Table 1 Summary of the settings. At the first column, the left character of the hyphen (-) denotes the distribution of \((C, \log R)\): N is for “normal”, T for “T with df 5”, and SN for “skew-normal”. The right character represents a source of difference between the two populations: C is for “mean of center”, R for “mean of range”, C.S for “mean and skewness of center”, COV for “covariance”, C.V for “mean and variance of center”, and R.V for “mean and variance of range”. Each population (\(i=1,2\)) is denote by \(\varPi _i\) with parameters \(\mu _i\) (mean), \(\varSigma _i\) (covariance matrix), and \(\gamma _i\) (skewness).

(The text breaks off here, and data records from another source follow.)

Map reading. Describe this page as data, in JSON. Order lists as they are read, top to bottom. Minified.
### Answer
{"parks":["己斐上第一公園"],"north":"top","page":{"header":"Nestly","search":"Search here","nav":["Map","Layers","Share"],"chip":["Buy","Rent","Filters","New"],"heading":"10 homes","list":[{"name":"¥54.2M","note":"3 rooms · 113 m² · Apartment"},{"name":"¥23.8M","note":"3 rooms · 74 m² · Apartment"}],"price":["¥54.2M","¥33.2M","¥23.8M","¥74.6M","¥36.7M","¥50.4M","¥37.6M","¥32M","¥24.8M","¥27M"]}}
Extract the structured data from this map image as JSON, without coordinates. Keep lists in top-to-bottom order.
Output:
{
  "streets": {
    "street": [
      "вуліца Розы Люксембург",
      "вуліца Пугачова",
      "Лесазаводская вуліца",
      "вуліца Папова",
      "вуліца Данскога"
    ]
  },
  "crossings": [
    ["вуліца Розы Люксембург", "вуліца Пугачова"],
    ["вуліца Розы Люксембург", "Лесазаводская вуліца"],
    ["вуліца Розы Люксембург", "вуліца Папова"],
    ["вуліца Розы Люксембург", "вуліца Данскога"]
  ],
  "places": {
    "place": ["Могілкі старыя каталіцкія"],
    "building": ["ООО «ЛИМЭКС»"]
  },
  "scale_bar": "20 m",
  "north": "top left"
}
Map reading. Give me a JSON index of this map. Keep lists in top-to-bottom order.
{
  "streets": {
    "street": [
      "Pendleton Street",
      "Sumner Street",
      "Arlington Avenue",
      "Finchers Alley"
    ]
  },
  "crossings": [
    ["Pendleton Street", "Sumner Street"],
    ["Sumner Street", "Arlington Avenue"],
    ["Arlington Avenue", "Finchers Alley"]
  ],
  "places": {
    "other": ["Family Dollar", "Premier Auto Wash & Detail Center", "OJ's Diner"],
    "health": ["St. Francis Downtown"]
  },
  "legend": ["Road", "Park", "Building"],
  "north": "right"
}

We define \(\varSigma =(1 ~~\rho ~; \rho ~~ 1)\)

3.1 Normal distribution with equal covariances

We set a bivariate normal distribution for the center and log-transformed half-range. We compare the rejection power of four tests by varying the mean vector value of the second population, assuming that the covariances of two populations are equal. By denoting the first population as \(\varPi _1\) and the second as \(\varPi _2\), the setting is expressed as follows:

$$\begin{aligned} \varPi _1: \begin{pmatrix} C_1 \\ \log R_1 \end{pmatrix} ~~ \sim ~~ N_2(\mu _1, \varSigma _1), \quad \varPi _2: \begin{pmatrix} C_2 \\ \log R_2 \end{pmatrix} ~~ \sim ~~ N_2(\mu _2, \varSigma _2), \end{aligned}$$

where mean and variance parameters are

$$\begin{aligned}&\mu _1= (0,0)^{\top }, ~~ \varSigma _1= \varSigma _2= \begin{pmatrix} 1 &{} \rho \\ \rho &{} 1 \end{pmatrix}, \\ \text {(N-C) }&\mu _2= (\delta , 0)^{\top }, \text { or } \text {(N-R) }\mu _2= (0, \delta )^{\top }. \end{aligned}$$

Note that the mean vector in the second population (\(\varPi _2\)) is set to either \((\delta , 0)\) or \((0, \delta )\). The reason for varying mean of center and half-range separately is that they differently affect the rejection power, which will be explained later.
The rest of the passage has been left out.